Zwei Pläneschmiede

Da ich immer mal wieder in Mails gefragt werde, wann wir denn nun unser Häuschen in Falun beziehen würden, ein paar Fakten zu Beginn: Weil ich das Häuschen in Falun ja bereits im Frühling gebucht hatte, konnte ich noch nicht wissen, wann Irgendlink wo sein würde. Auch hatte ich damals noch keine Ahnung gehabt, wie lange ich im Sommer Ferien nehmen können würde. Sicher zwei Wochen, eher zweite Julihälfte, aber das wars auch schon.

Lauter Eventualitäten also – bei mir ebenso wie bei Irgendlink. 

Und nun das hier: Örebro Mitte Juli. Allen Wetterprognosen zum Trotz hat es heute kaum geregnet. Morgens kurz, am Mittag kurz und nachher einmal fünf Minuten getröpfelt. Dann nicht mehr. Gegen Abend fernes Donnerrollen, Gewitterwolken, die vorüberziehen. 

Und nund liegt ein voller, reicher Tag hinter uns. Ich bin angekommen. Hier, bei Irgendlich, bei mir. 
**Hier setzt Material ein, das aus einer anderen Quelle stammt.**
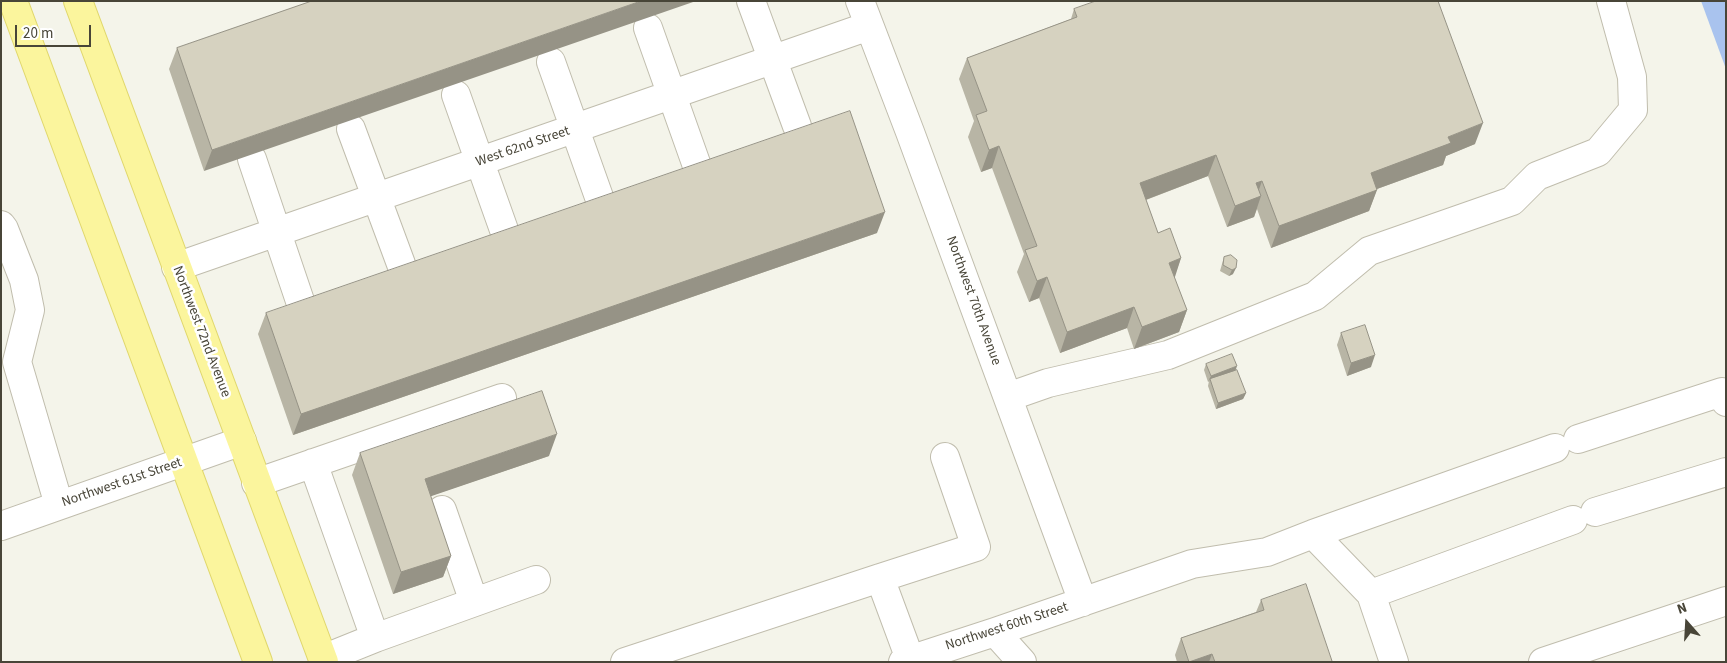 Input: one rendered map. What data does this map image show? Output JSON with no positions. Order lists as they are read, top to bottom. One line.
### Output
{"streets":{"main road":["Northwest 72nd Avenue"],"street":["West 62nd Street","Northwest 70th Avenue","Northwest 61st Street","Northwest 60th Street"]},"crossings":[["West 62nd Street","Northwest 70th Avenue"],["West 62nd Street","Northwest 72nd Avenue"],["Northwest 70th Avenue","Northwest 60th Street"],["Northwest 72nd Avenue","Northwest 61st Street"]],"scale_bar":"20 m","north":"top"} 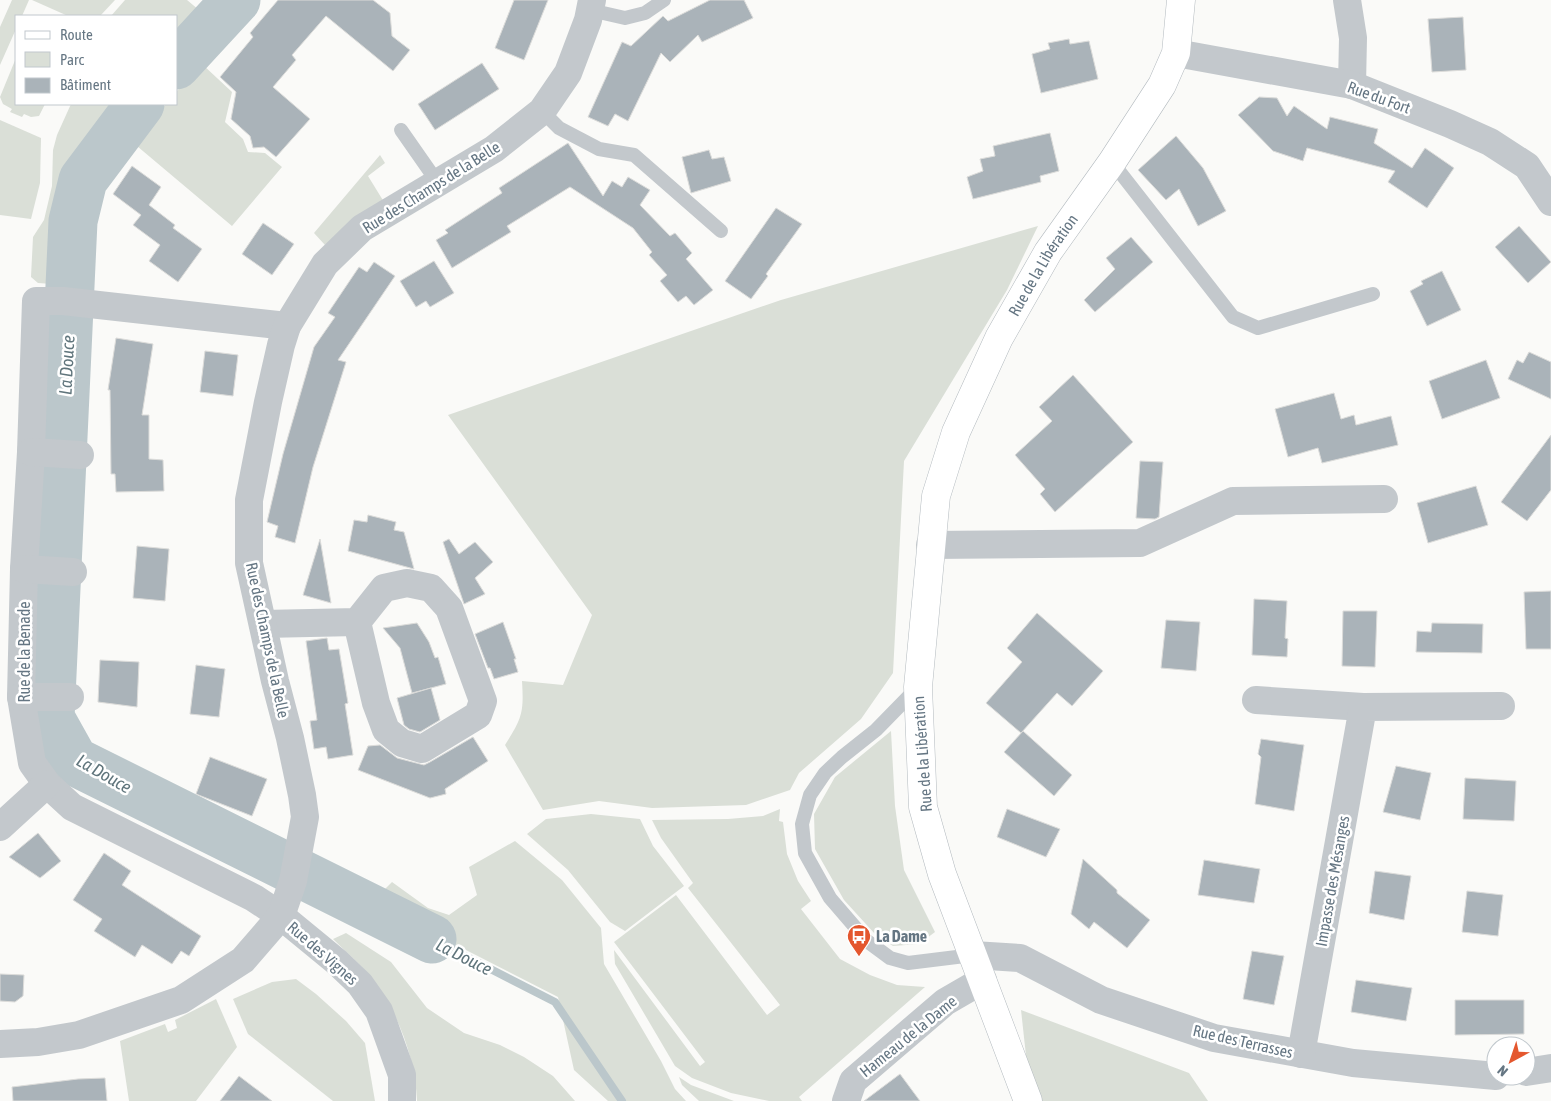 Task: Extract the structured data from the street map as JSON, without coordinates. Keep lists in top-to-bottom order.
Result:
{
  "streets": {
    "street": [
      "Rue du Fort",
      "Rue des Champs de la Belle",
      "Rue de la Libération",
      "Rue de la Benade",
      "Impasse des Mésanges",
      "Rue des Vignes",
      "Hameau de la Dame",
      "Rue des Terrasses"
    ]
  },
  "crossings": [
    ["Rue du Fort", "Rue de la Libération"],
    ["Rue des Champs de la Belle", "Rue de la Benade"],
    ["Rue des Champs de la Belle", "Rue des Vignes"],
    ["Rue de la Libération", "Hameau de la Dame"],
    ["Rue de la Libération", "Rue des Terrasses"],
    ["Rue de la Benade", "Rue des Vignes"],
    ["Impasse des Mésanges", "Rue des Terrasses"]
  ],
  "water": ["La Douce"],
  "places": {
    "bus stop": ["La Dame"]
  },
  "legend": ["Route", "Parc", "Bâtiment"],
  "north": "bottom left"
}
Kurz vor halb zehn. Wir sitzen auf Jürgens Schlafmatte draußen vor dem Zelt. Über uns ein noch immer blauer Himmel mit ein paar Wolkenschlieren. Knapp 20 Grad. Die Sonne, die sich bereits in der Nähe des Horizonts aufhält, aber nicht wirklich daran denkt, ganz zu verschwinden. Bestensfalls nur kurz. 

Ja, ich mag diese hellen skandinavischen Nächte, gehöre zum Glück zu jenen Menschen, die auch bei Tageslicht schlafen können, wenn ich müde bin.

Am Himmel Wildgänse oder -schwäne, die in Schwärmen den Himmel durchstreifen, das Gurren von Nachtvögeln, das Rauschen des Durchgangsverkehrs mischt ebenfalls mit, von der Pferdekoppel jenseits des Campingplatzes hin und wieder ein Wiehern. Die Nachbarn sind zum Glück ziemlich ruhig.

Wir haben den Tag mit Ausschlafen, Brunchen, Ausruhen und einem Urban ArtWalk durch Österbro verbracht. Eine klasse Stadt übrigens. Ray hat um 10 nach vier den Bus via Oslo nach Kopenhagen bestiegen und nun sind wir allein zu zweit.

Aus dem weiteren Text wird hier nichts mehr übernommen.